━━━ Dataset excerpts ━━━

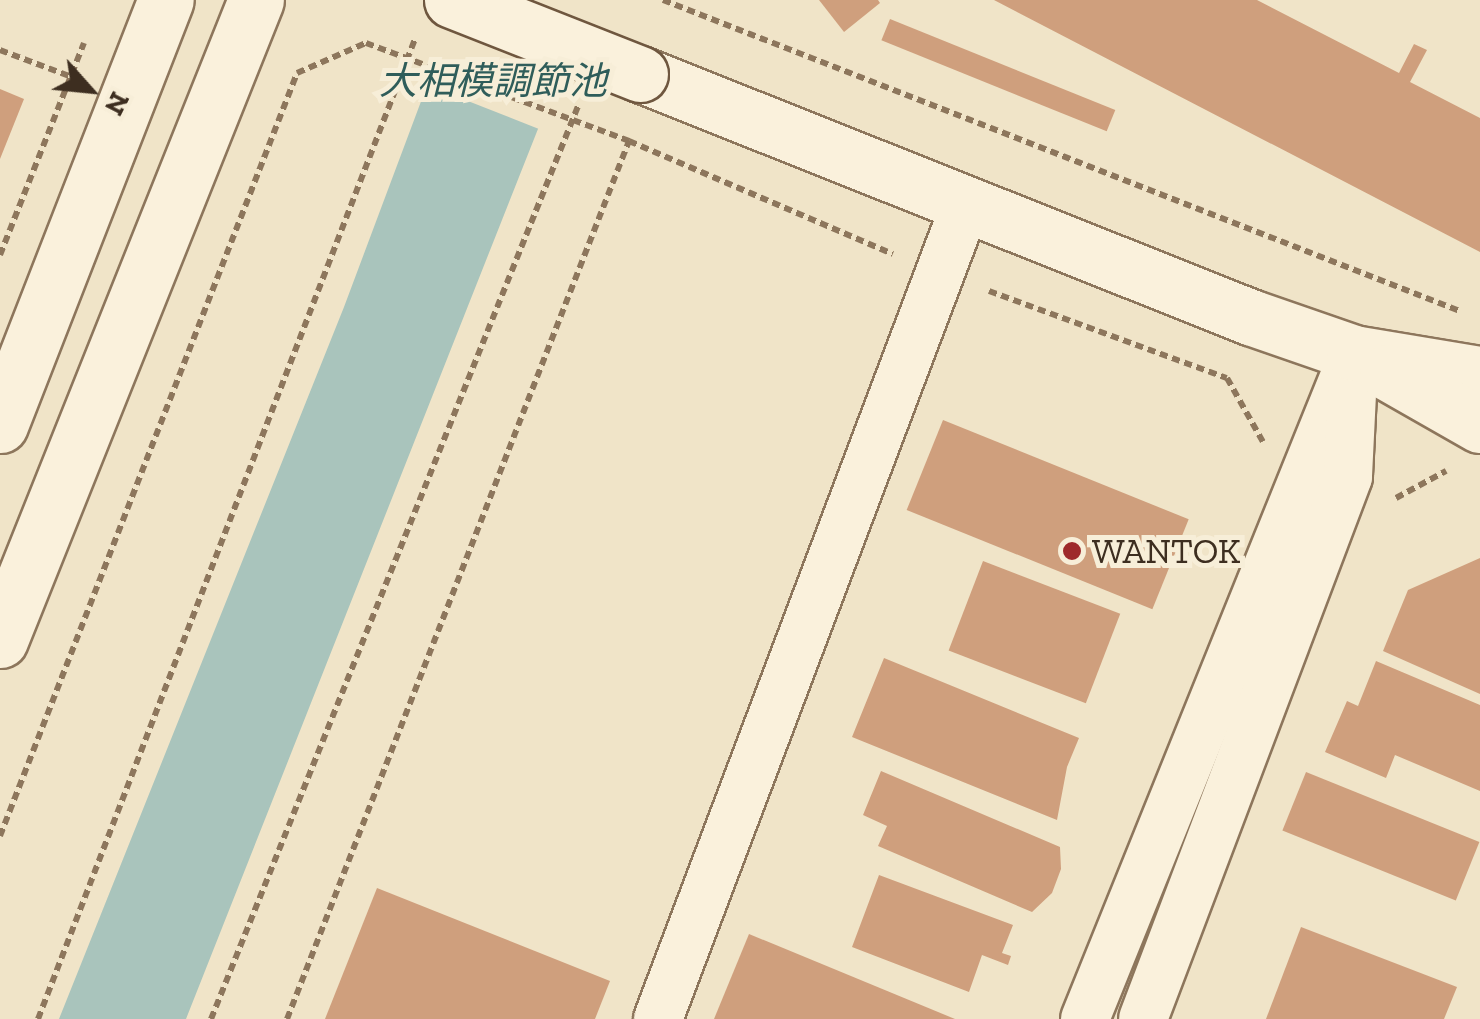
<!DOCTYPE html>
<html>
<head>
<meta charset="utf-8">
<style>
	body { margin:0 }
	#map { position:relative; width:1480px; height:1019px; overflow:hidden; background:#f0e4c8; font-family:"Zilla Slab","Noto Sans JP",serif }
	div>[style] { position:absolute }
	.water>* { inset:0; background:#a9c4bc }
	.pier>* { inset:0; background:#f0e4c8 }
	.building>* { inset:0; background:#cf9f7d; transform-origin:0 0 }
	.path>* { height:6px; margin-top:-3px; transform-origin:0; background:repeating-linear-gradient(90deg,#8d765c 0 8px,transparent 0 13px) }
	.roads { filter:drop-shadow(2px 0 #8d765c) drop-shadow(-2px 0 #8d765c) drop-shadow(0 2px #8d765c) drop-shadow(0 -2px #8d765c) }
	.street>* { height:48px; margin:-24px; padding:0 24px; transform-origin:24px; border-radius:24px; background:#faf1dc }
	.secondary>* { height:55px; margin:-27.5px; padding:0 27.5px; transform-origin:27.5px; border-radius:27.5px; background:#faf1dc }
	.path-bridge>* { height:6px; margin-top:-3px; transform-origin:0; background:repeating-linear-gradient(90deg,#8d765c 0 8px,transparent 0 13px) }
	.bridges { filter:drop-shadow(2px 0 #6f573f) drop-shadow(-2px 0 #6f573f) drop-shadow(0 2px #6f573f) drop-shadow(0 -2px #6f573f) }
	.secondary-bridge>* { height:55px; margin:-27.5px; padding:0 27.5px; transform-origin:27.5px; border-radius:27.5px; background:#faf1dc }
	.dots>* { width:28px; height:28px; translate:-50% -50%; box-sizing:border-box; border:5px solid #f7eed8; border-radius:50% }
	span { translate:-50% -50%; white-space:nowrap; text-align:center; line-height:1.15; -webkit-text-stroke:10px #f7eed8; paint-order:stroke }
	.poi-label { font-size:35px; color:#3d2e20 }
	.left { translate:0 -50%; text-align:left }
	.water-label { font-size:38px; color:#2f5d5a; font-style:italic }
	.north { position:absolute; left:40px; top:40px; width:100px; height:100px; -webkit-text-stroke:8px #f7eed8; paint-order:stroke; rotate:117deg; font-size:28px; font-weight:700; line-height:40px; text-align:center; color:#3d2e20 }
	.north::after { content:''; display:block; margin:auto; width:35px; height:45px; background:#3d2e20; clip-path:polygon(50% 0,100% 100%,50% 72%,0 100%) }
</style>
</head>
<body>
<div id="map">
	<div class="water">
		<i style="clip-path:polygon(459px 0,589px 0,186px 1019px,59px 1019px,344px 307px)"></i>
	</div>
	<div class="pier">
		<i style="clip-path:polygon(453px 0,594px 0,544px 131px,422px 83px)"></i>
	</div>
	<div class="building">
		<i style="clip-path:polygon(819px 0,878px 0,880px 3px,844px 32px)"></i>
		<i style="clip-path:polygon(994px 0,1257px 0,1399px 73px,1414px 44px,1427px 50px,1410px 82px,1480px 118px,1480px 252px)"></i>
		<i style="left:890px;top:19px;width:243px;height:23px;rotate:22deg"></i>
		<i style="clip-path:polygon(0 89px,24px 99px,0 159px)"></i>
		<i style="left:943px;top:420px;width:265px;height:97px;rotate:22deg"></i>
		<i style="clip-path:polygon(1480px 558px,1480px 694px,1383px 651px,1408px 590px)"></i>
		<i style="left:983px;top:561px;width:147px;height:96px;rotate:21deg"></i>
		<i style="clip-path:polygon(884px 658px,1079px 738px,1067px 767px,1057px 820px,852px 737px)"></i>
		<i style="clip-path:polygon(1376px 661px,1480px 705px,1480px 791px,1395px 755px,1386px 778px,1325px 752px,1347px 701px,1358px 706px)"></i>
		<i style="clip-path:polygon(881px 771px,1060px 847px,1061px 869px,1052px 893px,1032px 912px,878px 846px,887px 826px,863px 815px)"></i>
		<i style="left:1306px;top:772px;width:187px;height:63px;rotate:22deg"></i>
		<i style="clip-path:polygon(879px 875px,1013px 925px,1002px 953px,1011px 956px,1008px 965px,982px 955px,969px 992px,852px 947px)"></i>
		<i style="clip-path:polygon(377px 888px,610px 981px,595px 1019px,325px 1019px)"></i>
		<i style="clip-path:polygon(1301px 927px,1457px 987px,1444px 1019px,1266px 1019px)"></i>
		<i style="clip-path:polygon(749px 934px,955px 1019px,714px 1019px)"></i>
	</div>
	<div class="path">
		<i style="left:663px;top:0;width:856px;rotate:21.32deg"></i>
		<i style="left:0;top:50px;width:74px;rotate:20.6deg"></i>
		<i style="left:0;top:255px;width:228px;rotate:-68.4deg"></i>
		<i style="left:989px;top:291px;width:253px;rotate:20.1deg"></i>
		<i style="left:1227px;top:378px;width:73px;rotate:60.6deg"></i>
		<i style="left:1396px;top:498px;width:57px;rotate:-28.4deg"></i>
		<i style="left:0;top:836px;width:819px;rotate:-68.73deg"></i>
		<i style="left:297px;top:73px;width:75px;rotate:-23.5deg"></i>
		<i style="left:38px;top:1019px;width:1050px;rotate:-68.96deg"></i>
		<i style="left:211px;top:1019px;width:984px;rotate:-68.1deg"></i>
		<i style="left:287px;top:1019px;width:942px;rotate:-68.72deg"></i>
		<i style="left:629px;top:141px;width:287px;rotate:23.2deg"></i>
	</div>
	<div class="roads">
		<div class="street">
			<i style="left:658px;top:1019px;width:871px;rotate:-69.3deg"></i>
			<i style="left:1085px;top:1019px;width:718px;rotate:-68.01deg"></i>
			<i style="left:1354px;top:353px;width:124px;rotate:92.8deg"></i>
			<i style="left:1348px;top:477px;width:579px;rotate:110.72deg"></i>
		</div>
		<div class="secondary">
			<i style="left:640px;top:74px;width:657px;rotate:21.72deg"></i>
			<i style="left:1250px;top:317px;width:110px;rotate:19.1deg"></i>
			<i style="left:1354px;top:353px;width:128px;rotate:9.5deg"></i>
			<i style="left:1387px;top:372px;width:107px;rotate:29.7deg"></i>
			<i style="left:0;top:425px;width:456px;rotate:-68.7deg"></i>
			<i style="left:0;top:640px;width:689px;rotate:-68.2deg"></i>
		</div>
	</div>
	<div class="path-bridge">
		<i style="left:366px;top:43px;width:281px;rotate:20.4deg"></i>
	</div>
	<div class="bridges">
		<div class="secondary-bridge">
			<i style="left:452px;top:0;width:202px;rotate:21.5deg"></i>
		</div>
	</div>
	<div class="dots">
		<i style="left:1072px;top:551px;background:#9e2a2b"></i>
	</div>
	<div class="poi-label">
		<span class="left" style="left:1092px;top:551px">WANTOK</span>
	</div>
	<div class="water-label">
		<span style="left:493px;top:82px">大相模調節池</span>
	</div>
	<div class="north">N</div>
</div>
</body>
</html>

━━━

Which lines above hold the string "roads"? Copy each of them.

▶ Answer to this task:
	.roads { filter:drop-shadow(2px 0 #8d765c) drop-shadow(-2px 0 #8d765c) drop-shadow(0 2px #8d765c) drop-shadow(0 -2px #8d765c) }
	<div class="roads">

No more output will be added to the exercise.